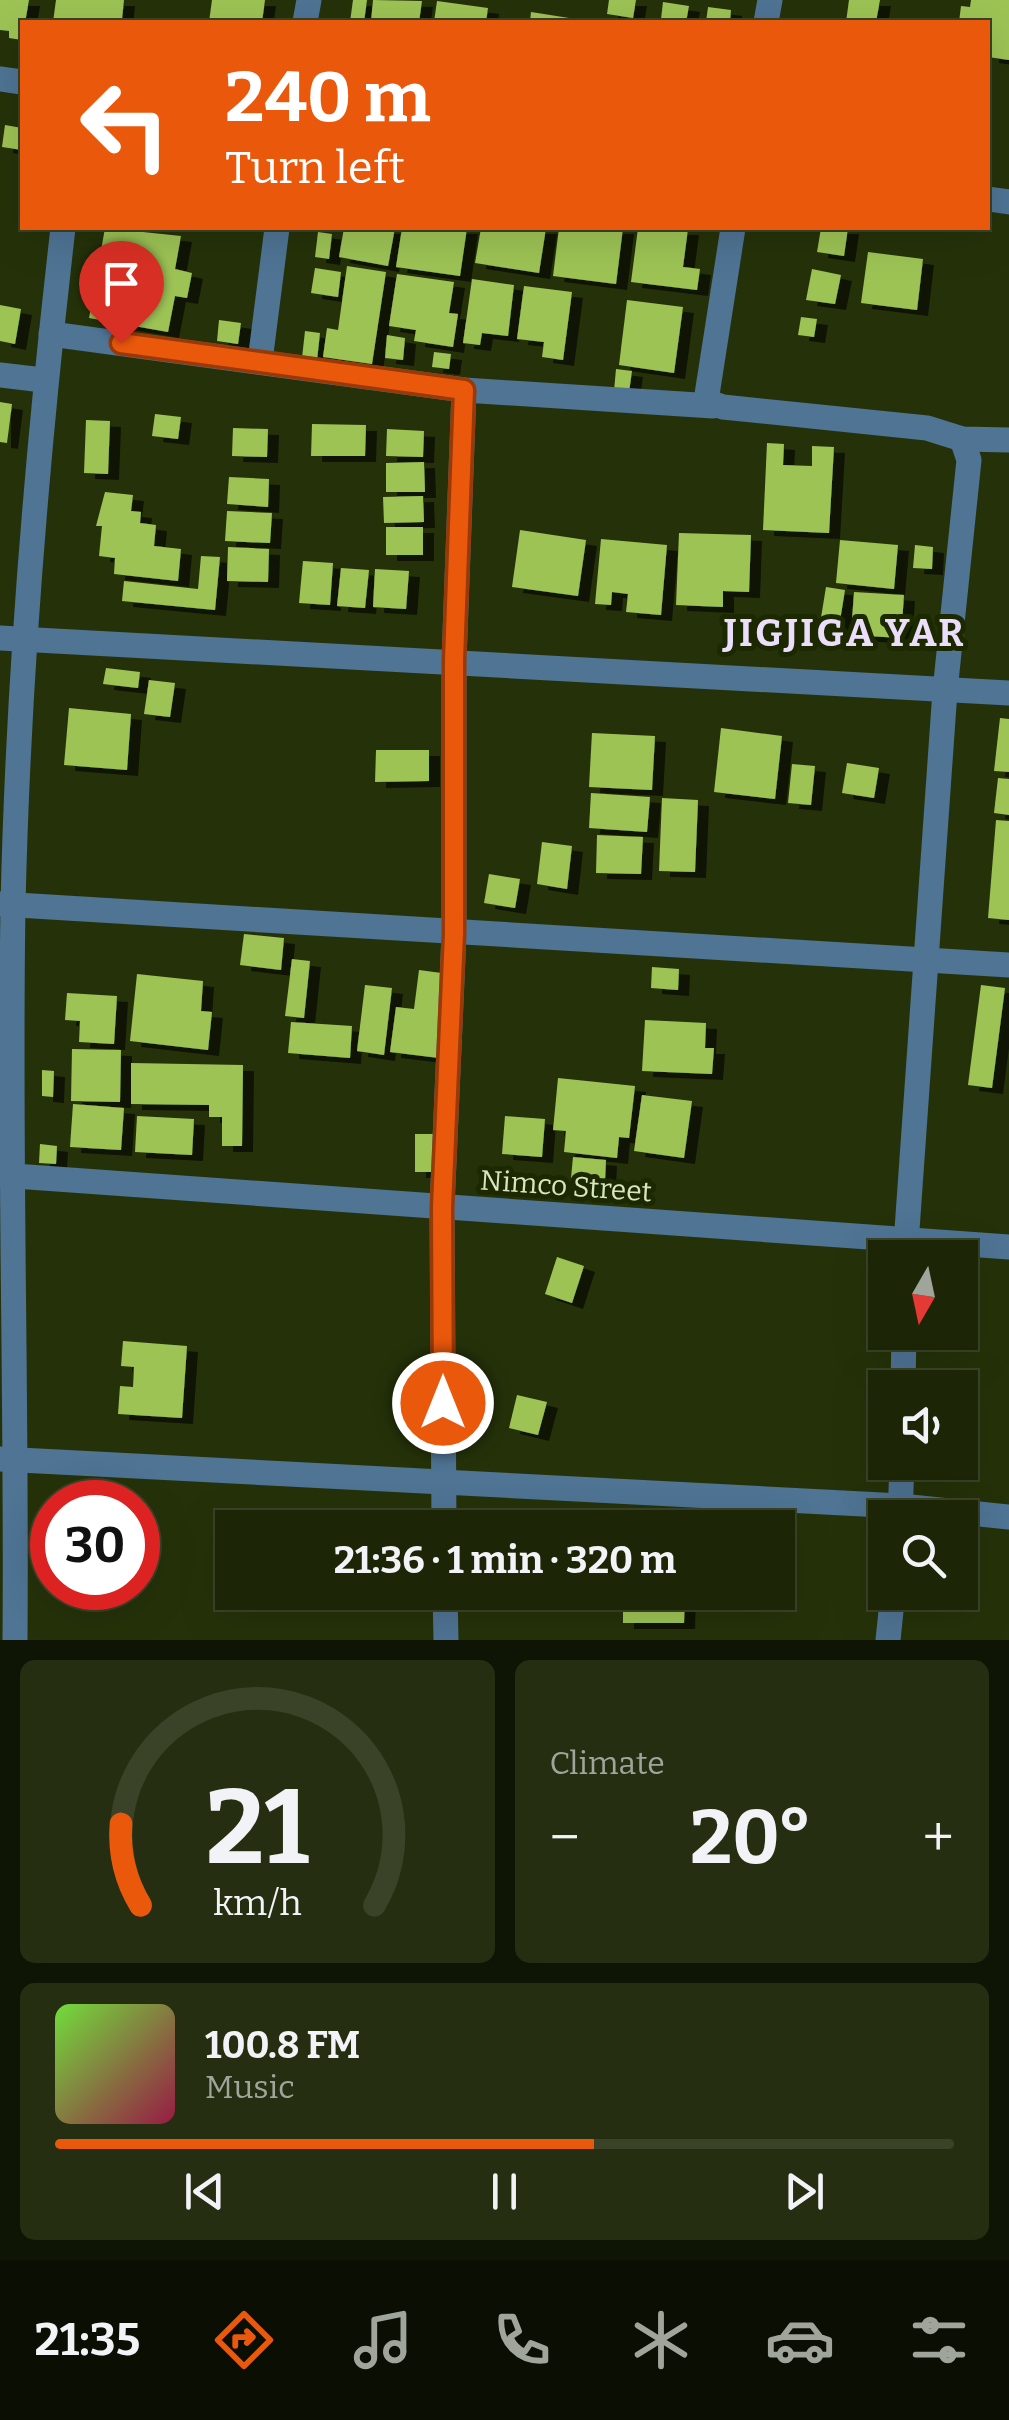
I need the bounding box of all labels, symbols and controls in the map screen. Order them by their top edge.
text: 240 m [225,56,431,140]
icon: left [60,60,190,190]
text: Turn left [225,141,405,195]
pin [79,241,164,344]
icon: arrive [94,256,149,311]
district label: JIGJIGA YAR [722,610,966,656]
street label: Nimco Street [479,1164,653,1208]
north arrow [868,1240,978,1350]
map controls [868,1240,978,1610]
position arrow [391,1351,495,1455]
button: sound [868,1370,978,1480]
speed limit sign: 30 [30,1480,160,1610]
button: search [868,1500,978,1610]
text: 21:36 · 1 min · 320 m [334,1537,676,1583]
text: Climate [550,1744,665,1782]
text: 21 [206,1766,309,1891]
text: 20° [690,1793,812,1883]
text: − [550,1805,580,1871]
text: + [923,1805,954,1871]
text: km/h [213,1882,301,1924]
text: 100.8 FM [205,2022,360,2068]
text: Music [205,2068,295,2106]
icon: previous [177,2164,232,2219]
icon: pause [477,2164,532,2219]
icon: next [777,2164,832,2219]
icon: directions [209,2305,279,2375]
icon: music [348,2305,418,2375]
icon: phone [487,2305,557,2375]
icon: climate [626,2305,696,2375]
icon: car [765,2305,835,2375]
icon: filters [904,2305,974,2375]
text: 21:35 [35,2313,140,2367]

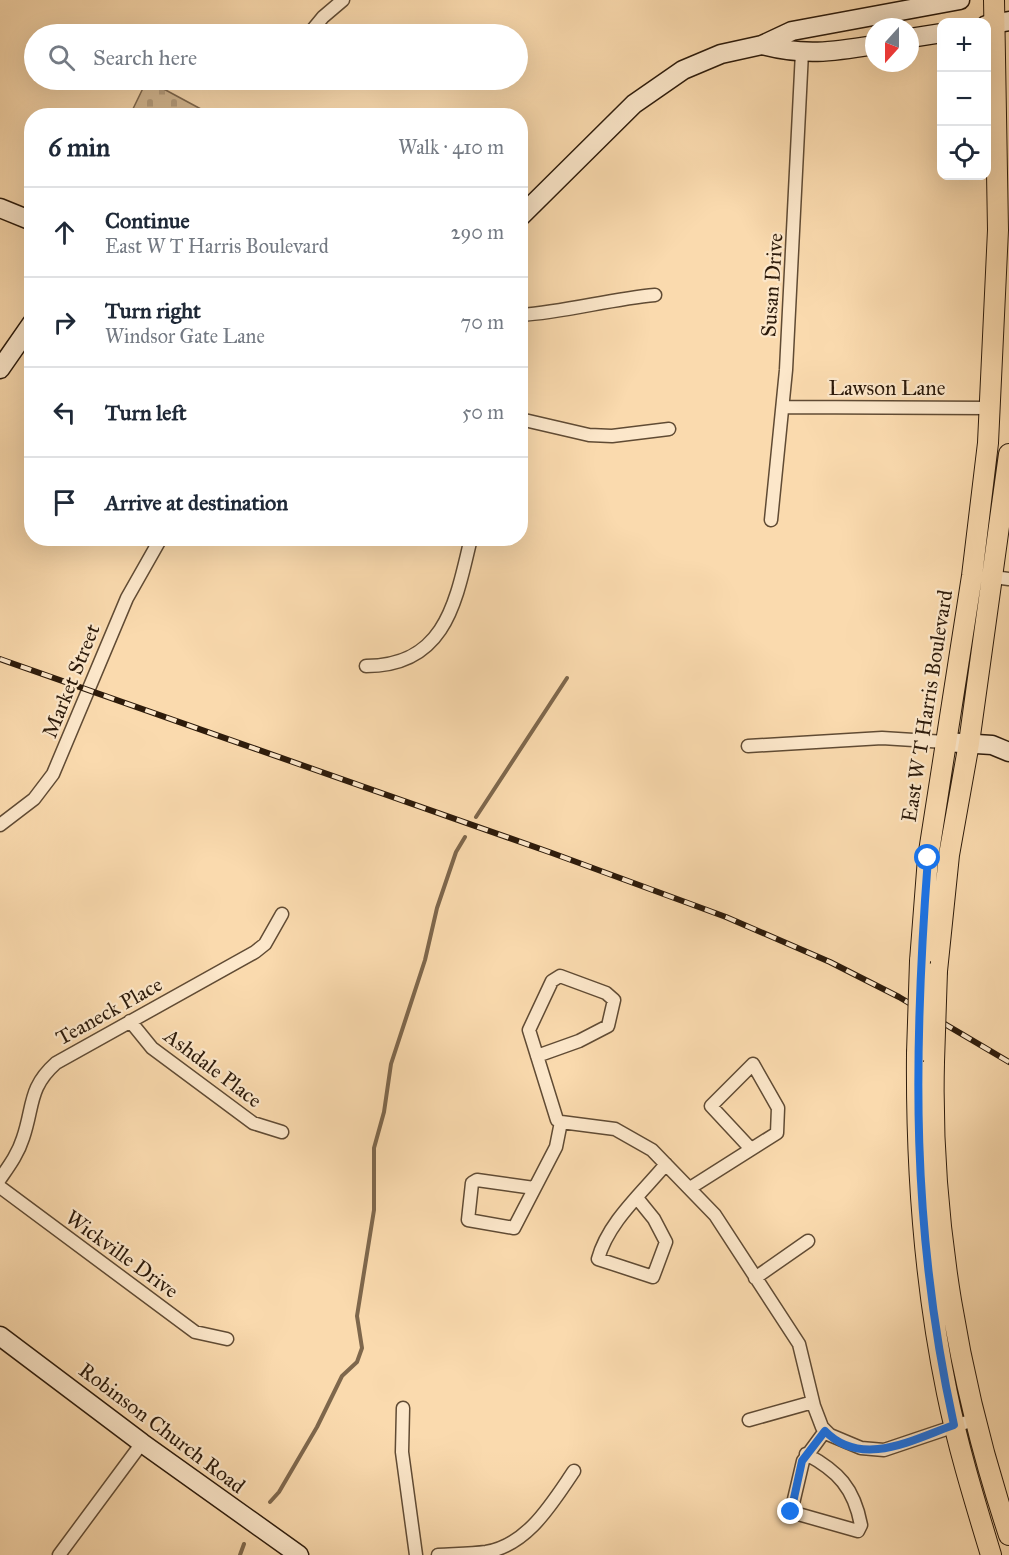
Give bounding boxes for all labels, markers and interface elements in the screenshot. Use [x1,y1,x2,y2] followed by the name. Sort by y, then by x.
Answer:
[865,18,919,72] north arrow
[937,18,991,180] map controls
[937,18,991,72] button: +
[24,24,528,90] search box
[45,41,78,74] icon: search
[93,44,197,71] text: Search here
[937,72,991,126] button: −
[937,126,991,180] button: locate
[48,131,110,163] text: 6 min
[398,135,504,159] text: Walk · 410 m
[105,207,190,234] text: Continue
[48,216,81,249] icon: ahead
[451,220,504,244] text: 290 m
[755,232,789,338] street label: Susan Drive
[105,234,329,258] text: East W T Harris Boulevard
[105,297,201,324] text: Turn right
[48,306,81,339] icon: right
[461,310,504,334] text: 70 m
[105,324,265,348] text: Windsor Gate Lane
[829,375,946,401] street label: Lawson Lane
[48,396,81,429] icon: left
[105,399,187,426] text: Turn left
[462,400,504,424] text: 50 m
[48,486,81,519] icon: arrive
[105,489,288,516] text: Arrive at destination
[896,587,958,824] street label: East W T Harris Boulevard
[36,620,106,742] street label: Market Street
[914,844,940,870] route start
[51,971,167,1051] street label: Teaneck Place
[158,1022,267,1113] street label: Ashdale Place
[60,1204,184,1304] street label: Wickville Drive
[74,1357,251,1499] street label: Robinson Church Road
[777,1498,803,1524] route end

---------------

All lines in the preceding records that hold the word "north" need to be copied.

north arrow [868,1240,978,1350]
[865,18,919,72] north arrow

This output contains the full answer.